I wrote the question because, initially, I did genuinely wonder why (as I had existing code that used softKeys
). However, the reason was obvious on reflection and I decided to post it here, in case someone else also uses softKeys
and was wondering the same thing.
In short, the reason was that softKeys
never made any sense in the first place. Thus, its initial inclusion was in itself a mistake, one which the Guava developers are rectifying via deprecation.
In general, you use soft references if you want the object to stick around for a little after all the strong references are gone; in contrast, with weak references, the object usually gets collected soon once there are no strong or soft references left. This is useful for cached values that you want to hold on to temporarily, so that a lookup using the corresponding key will "revive" a strong reference for the value.

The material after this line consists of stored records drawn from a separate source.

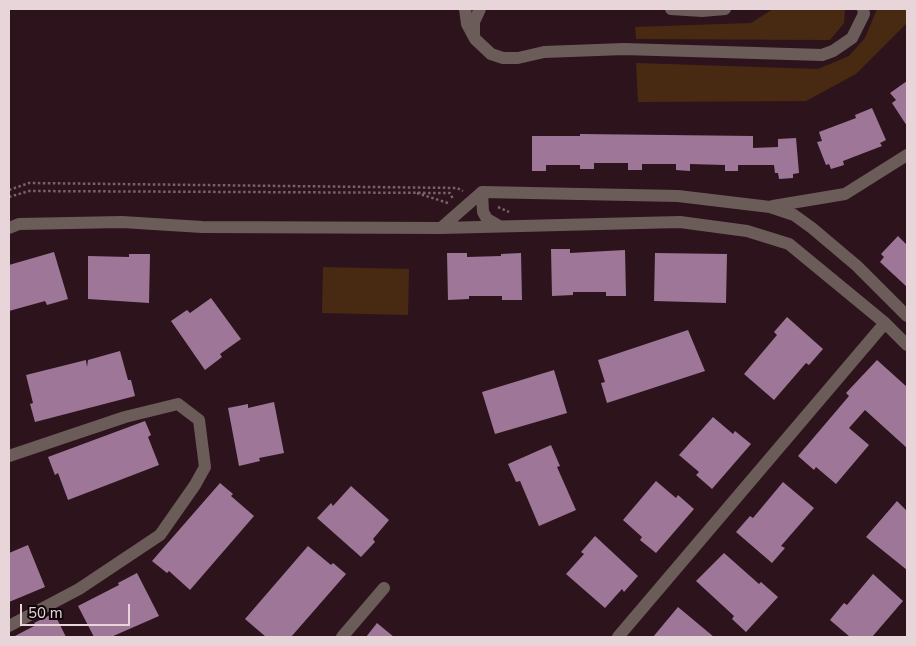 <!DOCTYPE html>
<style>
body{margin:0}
#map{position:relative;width:916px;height:646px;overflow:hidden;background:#2d141c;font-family:"Nunito Sans",sans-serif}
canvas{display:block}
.frame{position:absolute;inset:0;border:10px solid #e8d5da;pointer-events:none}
.scale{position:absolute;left:20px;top:604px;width:110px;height:22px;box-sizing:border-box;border:2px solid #e8d5da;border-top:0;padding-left:6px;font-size:15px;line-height:18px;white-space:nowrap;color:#e8d5da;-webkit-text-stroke:4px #0e0407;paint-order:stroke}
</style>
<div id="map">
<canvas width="916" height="646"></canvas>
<div class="frame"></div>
<div class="scale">50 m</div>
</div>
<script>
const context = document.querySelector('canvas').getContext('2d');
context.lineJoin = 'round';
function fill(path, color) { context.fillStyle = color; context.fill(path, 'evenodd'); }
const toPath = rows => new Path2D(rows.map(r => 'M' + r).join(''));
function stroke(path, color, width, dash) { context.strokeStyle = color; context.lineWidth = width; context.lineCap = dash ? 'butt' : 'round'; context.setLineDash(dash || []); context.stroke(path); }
fill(toPath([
 [773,9,845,9,844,23,830,40,636,39,635,27,751,23],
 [877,9,907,9,907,23,856,74,806,101,638,102,636,63,818,69,849,56,865,38],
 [323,267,409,269,408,315,322,313]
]), '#482a12');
fill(toPath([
 [907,81,907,126,892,103,896,100,890,93],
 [872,108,886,140,880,143,882,146,843,161,844,165,831,169,829,164,826,165,817,142,822,141,819,132,856,118,855,115],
 [580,134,753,136,753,148,778,147,778,139,796,138,799,173,793,174,793,178,779,179,778,173,775,173,774,165,738,165,738,171,725,171,725,165,690,164,690,171,676,170,676,164,642,164,642,170,628,170,628,163,594,163,594,169,580,169,580,165,546,165,546,171,532,171,532,136,580,136],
 [898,236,907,245,907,287,880,262,884,257,881,254],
 [551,249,570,249,570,253,625,250,626,296,606,296,606,292,573,292,573,295,552,296],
 [54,252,68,299,47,305,45,301,9,311,9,265],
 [447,253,467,253,467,257,501,256,501,254,521,253,522,300,502,300,502,296,469,296,469,299,448,300],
 [655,253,727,254,726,303,654,301],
 [129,254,150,254,149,303,88,299,88,256,129,257],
 [211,298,241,339,220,354,222,357,205,370,171,321,187,310,190,313],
 [787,317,823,349,809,365,806,363,774,400,744,374,777,335,774,332],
 [688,330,705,371,607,403,601,383,605,382,598,360],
 [120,351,128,380,131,380,135,396,35,422,30,404,33,403,26,375,86,360,87,367,88,360],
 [877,360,907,387,907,448,865,410,849,428,869,445,836,484,816,467,814,470,798,456,849,396,846,393],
 [554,370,567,413,495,434,482,392],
 [274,402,284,453,259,458,260,461,239,466,228,408,248,404,248,408],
 [713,417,733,434,735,431,751,444,712,489,696,475,699,472,679,455],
 [145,421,151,435,148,437,159,465,68,500,58,473,55,475,48,457],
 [551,445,560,466,557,467,576,510,539,526,520,481,516,482,508,464],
 [656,481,676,498,678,495,694,509,656,553,640,540,642,537,623,520],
 [783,482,814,508,781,546,785,548,772,563,736,532,750,516,753,518],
 [220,483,233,494,231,496,254,516,190,590,169,571,167,573,152,561],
 [351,486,389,520,373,539,375,542,361,557,317,518,331,503,333,506],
 [897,501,907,511,907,570,866,537],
 [595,536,638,576,624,592,622,589,605,608,566,574,584,554,581,552],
 [28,545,45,587,9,602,9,553],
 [308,546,331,565,333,563,346,574,291,637,266,637,245,619],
 [724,553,759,584,761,582,778,597,746,632,732,619,734,616,696,581],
 [137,573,159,616,111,637,94,637,78,606,119,585,118,583],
 [873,574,903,601,872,637,850,637,830,620,844,603,847,605],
 [678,607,714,637,653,637],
 [54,613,66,637,13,637,36,625,34,623],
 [377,623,394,637,366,637]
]), '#9e7798');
stroke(toPath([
 [9,190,29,183,457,188,463,191],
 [417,193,448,203],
 [9,197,29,191,450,193,453,199],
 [498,207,509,212]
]), '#796269', 2.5, [2.5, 2.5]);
stroke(toPath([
 [465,9,467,24,475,39,491,54,503,58,518,58,544,52,624,49,822,55,833,51,852,38,864,14,863,9],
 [474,34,474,22,480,9],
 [482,192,483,212,487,219,499,226],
 [773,206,845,194,907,155],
 [9,228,19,224,122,222,202,227,441,228,680,222,747,231,789,244,885,323,907,345],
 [441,228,482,192,678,196,770,207,794,215,812,228,857,266,907,316],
 [9,456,125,417,178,404,199,420,205,467,195,485,160,535,79,589,9,626],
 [342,637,384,588],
 [618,637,885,323]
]), '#6b5c5a', 12);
stroke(toPath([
 [671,9,702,11,725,9]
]), '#6b5c5a', 12);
</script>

However, this behaviour doesn't make any sense for keys:
- Since
softKeys
and weakKeys
maps use an identity-based lookup, the only way to get at an entry of interest is to posess a strong reference to its key.? Thus, once there are no strong key references left, the entry is effectively dead (with no possibility of revival).
- The only practical difference between
softKeys
and weakKeys
is how long an entry remains in the map after all the strong references to its key are gone. Since such entries are dead anyway, using softKeys
instead of weakKeys
only delays the entry's eviction, for no good reason.
Thus, most times when coming across code that uses softKeys
, a much more suitable replacement is weakKeys
.
? I am not considering the case of fetching the entry via iteration, or anything other than key-based lookup, since maps are primarily about key-based operations.